18 Dec 2017 18:27 IST

Why a wholly-owned subsidiary can be a prudent entry strategy for an MNC

Communication between the parent company and the subsidiary becomes almost flawless

With India rising in the Ease of Doing Business index, and the Make in India — for India and the world — initiative gathering traction, global firms that want to establish themselves in the country are looking at different entry strategies. There are many options — joint ventures (JV) (equal partnership, minority holding, and majority holding), wholly- owned subsidiary, mergers and acquisitions, licensing, contract manufacturing, and turnkey projects, among others — depending on the business models, products/services and the prevailing laws.

A model that has gained popularity among firms that want to expand geographically is the wholly-owned subsidiary. Some countries have severe restrictions on this model, requiring a local partner to have a specified minimum stake in the company, but in India it is fairly easy to establish one within a certain regulatory framework.

A wholly-owned subsidiary

When I advocated the opening of wholly-owned subsidiaries in India (auto-ancillary), some of the initial reactions from CEOs were: ‘We don’t know the Indian market as well as the locals’, ‘We want to have an evolutionary growth rather than a revolutionary one’, ‘We have JVs operating world over; why not one more in India’, ‘Can we not get a lead in the market with a partner on board right from start’, and ‘Wouldn’t the capital requirement be shared’. These are definitely important considerations. But what makes a wholly-owned subsidiary score more than other models, from my experience, goes beyond textbook or theoretical explanations.

Operational benefits

There are a number of operational advantages — competitive and strategic — for foreign companies who use this model. A new centre for diversification, a location for de-risking of the parent business, converting it to a global source for a product group, taking advantage of local competitive factors such as cost of labour, power, IT strengths, and location (being closer to the customer and supplier), and leveraging currency fluctuations, are some decisions that can be taken unilaterally and quickly by wholly-owned subsidiaries. There is only the management of the new subsidiary to be taken on board and that is already aligned with the parent company’s corporate goals.

Systems and compliance

Being connected seamlessly to the parent company enables proven and validated systems to be transferred. I particularly liked the financial discipline that most MNCs bring to the table in terms of reviews, controls and compliance. Global benchmarking processes that are followed in manufacturing operations is another creditable practice that allows the subsidiary to reach high standards quickly. And, of course, you have enterprise resource planning, programme management, new product development, supply chain management, to which the new entity can get connected thus avoiding fresh evaluations, tests and implementation costs.

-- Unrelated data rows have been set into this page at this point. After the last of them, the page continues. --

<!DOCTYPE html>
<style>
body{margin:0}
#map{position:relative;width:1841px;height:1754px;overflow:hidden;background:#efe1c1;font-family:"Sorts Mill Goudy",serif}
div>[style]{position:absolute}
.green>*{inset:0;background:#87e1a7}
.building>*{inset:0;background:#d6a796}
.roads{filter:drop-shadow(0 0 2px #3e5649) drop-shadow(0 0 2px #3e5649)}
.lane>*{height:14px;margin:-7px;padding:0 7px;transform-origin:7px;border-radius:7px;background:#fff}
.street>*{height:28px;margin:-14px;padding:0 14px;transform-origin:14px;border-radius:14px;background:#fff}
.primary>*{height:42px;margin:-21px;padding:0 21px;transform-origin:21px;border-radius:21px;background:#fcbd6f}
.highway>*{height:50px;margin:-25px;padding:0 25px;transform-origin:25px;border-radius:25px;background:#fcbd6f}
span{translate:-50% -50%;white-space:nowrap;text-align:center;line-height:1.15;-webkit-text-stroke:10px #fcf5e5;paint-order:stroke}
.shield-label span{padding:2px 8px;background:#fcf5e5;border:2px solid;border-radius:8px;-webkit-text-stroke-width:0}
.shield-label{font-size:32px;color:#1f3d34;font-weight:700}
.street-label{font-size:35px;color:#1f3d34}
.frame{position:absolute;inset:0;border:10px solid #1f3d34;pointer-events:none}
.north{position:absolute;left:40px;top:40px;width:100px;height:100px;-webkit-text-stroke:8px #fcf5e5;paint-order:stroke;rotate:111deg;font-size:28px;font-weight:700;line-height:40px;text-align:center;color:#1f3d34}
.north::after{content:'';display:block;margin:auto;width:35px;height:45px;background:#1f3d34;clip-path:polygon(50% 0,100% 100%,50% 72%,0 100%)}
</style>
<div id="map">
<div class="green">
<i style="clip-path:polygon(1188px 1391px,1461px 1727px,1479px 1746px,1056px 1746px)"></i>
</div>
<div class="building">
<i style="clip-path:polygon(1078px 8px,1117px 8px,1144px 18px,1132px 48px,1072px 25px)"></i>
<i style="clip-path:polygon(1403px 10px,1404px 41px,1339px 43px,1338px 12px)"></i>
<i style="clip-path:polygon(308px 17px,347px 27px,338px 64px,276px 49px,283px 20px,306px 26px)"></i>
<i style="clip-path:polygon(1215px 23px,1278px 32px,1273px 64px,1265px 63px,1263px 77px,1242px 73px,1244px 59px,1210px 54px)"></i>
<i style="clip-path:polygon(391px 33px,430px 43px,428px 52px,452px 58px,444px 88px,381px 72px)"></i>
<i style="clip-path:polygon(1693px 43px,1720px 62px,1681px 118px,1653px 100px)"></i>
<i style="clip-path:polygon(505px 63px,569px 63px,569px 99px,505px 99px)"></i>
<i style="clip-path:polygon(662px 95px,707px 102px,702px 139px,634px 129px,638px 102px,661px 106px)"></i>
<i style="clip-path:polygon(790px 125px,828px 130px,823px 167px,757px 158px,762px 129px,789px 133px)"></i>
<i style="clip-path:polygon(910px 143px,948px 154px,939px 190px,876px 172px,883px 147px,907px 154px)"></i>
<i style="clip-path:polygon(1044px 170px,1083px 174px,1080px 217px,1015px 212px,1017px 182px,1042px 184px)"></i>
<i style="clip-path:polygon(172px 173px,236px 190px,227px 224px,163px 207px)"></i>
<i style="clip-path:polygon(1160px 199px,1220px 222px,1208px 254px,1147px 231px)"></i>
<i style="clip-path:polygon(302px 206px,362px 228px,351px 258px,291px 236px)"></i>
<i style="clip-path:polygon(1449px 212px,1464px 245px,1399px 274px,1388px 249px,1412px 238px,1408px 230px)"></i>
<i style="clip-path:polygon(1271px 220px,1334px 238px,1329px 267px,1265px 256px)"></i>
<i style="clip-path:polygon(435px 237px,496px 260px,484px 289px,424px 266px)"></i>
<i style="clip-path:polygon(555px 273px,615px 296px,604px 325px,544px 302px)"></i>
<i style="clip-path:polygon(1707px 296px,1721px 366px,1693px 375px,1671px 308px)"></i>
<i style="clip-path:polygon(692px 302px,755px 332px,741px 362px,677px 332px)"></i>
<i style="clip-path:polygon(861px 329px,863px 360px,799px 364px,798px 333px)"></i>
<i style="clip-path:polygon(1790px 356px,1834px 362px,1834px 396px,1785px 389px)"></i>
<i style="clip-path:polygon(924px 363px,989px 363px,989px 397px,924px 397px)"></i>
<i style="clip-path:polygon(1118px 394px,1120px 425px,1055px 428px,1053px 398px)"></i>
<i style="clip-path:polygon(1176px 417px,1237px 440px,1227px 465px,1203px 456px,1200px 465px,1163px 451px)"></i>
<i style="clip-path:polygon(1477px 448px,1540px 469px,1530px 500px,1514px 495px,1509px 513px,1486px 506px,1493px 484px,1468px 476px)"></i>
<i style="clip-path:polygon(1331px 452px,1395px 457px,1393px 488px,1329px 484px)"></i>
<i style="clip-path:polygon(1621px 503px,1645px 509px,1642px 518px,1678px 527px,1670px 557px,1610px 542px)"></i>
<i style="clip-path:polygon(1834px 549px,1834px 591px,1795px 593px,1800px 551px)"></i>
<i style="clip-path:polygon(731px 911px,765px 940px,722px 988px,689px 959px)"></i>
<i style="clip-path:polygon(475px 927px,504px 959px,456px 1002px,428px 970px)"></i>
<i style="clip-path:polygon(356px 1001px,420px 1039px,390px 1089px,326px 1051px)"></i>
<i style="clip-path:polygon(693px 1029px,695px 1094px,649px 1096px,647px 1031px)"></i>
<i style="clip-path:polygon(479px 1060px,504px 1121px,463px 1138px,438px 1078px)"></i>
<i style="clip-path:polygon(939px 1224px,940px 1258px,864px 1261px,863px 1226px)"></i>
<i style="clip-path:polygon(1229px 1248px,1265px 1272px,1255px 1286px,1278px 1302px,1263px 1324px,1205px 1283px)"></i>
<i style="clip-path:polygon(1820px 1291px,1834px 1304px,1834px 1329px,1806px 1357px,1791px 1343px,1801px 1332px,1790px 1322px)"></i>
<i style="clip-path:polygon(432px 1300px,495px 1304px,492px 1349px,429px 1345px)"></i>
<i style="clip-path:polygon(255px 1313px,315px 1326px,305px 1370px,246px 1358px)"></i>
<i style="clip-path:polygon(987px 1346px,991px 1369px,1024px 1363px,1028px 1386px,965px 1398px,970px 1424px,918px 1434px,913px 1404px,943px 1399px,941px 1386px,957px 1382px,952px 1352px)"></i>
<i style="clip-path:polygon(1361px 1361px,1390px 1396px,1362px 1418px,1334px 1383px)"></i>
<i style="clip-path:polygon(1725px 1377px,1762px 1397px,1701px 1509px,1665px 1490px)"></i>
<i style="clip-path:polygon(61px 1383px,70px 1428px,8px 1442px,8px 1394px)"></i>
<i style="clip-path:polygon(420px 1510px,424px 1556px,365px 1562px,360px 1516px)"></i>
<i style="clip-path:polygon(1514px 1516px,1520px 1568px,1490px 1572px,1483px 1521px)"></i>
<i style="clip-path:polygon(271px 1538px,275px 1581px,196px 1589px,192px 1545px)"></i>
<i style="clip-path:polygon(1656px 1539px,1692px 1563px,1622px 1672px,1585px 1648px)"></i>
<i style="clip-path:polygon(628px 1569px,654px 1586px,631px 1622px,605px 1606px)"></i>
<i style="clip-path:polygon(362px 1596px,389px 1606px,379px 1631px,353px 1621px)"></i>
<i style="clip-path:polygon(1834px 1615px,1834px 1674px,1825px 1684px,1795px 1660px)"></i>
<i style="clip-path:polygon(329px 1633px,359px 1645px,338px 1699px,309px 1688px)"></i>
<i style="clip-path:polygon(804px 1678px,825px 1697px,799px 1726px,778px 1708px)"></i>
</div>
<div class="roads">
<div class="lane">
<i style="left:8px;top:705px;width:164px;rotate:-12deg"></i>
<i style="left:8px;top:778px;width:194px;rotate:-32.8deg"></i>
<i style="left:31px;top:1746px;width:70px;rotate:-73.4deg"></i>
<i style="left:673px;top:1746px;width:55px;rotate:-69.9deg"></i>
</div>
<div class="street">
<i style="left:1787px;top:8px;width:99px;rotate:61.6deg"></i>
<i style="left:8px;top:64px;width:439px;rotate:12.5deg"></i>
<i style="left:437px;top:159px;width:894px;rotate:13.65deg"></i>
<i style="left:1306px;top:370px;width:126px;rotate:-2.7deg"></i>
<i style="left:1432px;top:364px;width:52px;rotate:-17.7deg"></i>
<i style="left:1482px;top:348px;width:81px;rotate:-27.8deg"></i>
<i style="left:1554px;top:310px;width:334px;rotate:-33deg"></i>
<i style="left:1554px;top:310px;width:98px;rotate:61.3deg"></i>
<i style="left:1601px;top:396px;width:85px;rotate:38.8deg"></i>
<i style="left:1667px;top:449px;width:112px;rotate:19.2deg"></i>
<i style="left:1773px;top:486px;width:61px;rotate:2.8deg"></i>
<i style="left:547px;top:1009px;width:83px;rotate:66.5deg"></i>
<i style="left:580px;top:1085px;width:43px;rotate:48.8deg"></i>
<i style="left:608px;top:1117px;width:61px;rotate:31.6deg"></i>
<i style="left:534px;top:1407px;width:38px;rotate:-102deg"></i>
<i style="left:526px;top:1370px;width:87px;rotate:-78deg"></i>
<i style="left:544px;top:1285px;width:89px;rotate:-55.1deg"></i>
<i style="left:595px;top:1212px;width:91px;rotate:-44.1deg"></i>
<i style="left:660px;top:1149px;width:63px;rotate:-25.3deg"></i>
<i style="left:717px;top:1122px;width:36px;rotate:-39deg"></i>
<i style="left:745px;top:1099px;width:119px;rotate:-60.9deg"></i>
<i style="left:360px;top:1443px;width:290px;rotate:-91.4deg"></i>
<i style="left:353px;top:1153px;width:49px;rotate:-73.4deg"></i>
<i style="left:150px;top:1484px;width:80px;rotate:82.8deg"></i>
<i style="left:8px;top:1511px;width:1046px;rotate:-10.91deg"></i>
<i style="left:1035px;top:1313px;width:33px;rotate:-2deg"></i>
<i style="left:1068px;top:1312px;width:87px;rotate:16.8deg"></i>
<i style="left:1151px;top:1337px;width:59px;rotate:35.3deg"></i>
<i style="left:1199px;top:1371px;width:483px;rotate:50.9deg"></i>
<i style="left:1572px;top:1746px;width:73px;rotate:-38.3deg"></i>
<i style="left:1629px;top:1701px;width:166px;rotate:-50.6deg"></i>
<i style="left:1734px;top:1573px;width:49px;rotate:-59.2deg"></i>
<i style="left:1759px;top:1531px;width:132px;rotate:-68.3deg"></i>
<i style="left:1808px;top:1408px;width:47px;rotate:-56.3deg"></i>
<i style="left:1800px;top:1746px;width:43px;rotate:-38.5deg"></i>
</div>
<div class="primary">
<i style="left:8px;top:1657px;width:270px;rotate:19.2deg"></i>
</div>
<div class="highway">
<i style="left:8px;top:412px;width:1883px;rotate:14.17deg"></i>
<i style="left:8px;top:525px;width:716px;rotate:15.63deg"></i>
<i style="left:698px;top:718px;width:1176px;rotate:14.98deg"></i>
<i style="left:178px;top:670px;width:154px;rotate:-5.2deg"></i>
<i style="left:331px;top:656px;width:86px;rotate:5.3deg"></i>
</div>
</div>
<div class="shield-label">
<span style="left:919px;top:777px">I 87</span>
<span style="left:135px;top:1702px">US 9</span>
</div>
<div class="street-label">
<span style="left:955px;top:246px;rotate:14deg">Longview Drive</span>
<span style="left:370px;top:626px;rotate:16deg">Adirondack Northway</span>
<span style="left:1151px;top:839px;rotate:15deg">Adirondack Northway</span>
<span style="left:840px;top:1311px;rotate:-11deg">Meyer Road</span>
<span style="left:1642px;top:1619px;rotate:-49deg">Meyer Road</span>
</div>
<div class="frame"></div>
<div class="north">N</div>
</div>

Meeting statutory requirements

At the time of formation and even later, meeting the statutory requirements (at both ends) is painless. Documents, finance, and even plant and machinery can be transferred or exchanged transparently since the new entity is completely owned by the parent. Board meetings and annual general meetings of the new entity are carried on smoothly as most decisions are already part of the business strategy. Board meetings are more of a formalisation of decisions rather than debate and discussions.

Personnel

The managerial staff of the new entity get exposure to the global business scenario as their interactions with the parent company increase. As a result of this professional development, there is more scope for them to become global managers. Here, both parent company and subsidiary stand to gain as there is another talent pool built that is available for relocation to wherever needed.

Cultural alignment

Perhaps the most important yet underrated factor of this shift is the possibility to smoothly align culture, strategy and capability. Peter Drucker said, “Culture eats strategy for breakfast” and so, the value of culture to an organisation should never be underrated. Even a minor clash of cultures impacts the business in a negative way. A wholly-owned subsidiary will enable the parent company’s culture to be imbibed smoothly and easily. The vision, mission, and goals of the parent do not get diluted.

All this, viewed in the light of the fact that in a joint venture or another form of company involving two organisations, there will have to be a consensus built for every major decision, which is easier said than done. Disagreements, lack of trust, different perspectives of market, business processes, opinions, and more come up frequently. Sometimes, inability to infuse capital by either party becomes a growth impediment, or leads to a change in structure of the company again.

The benefits of a wholly-owned subsidiary are so many that it has become a sort of model for geographic expansion in some major companies.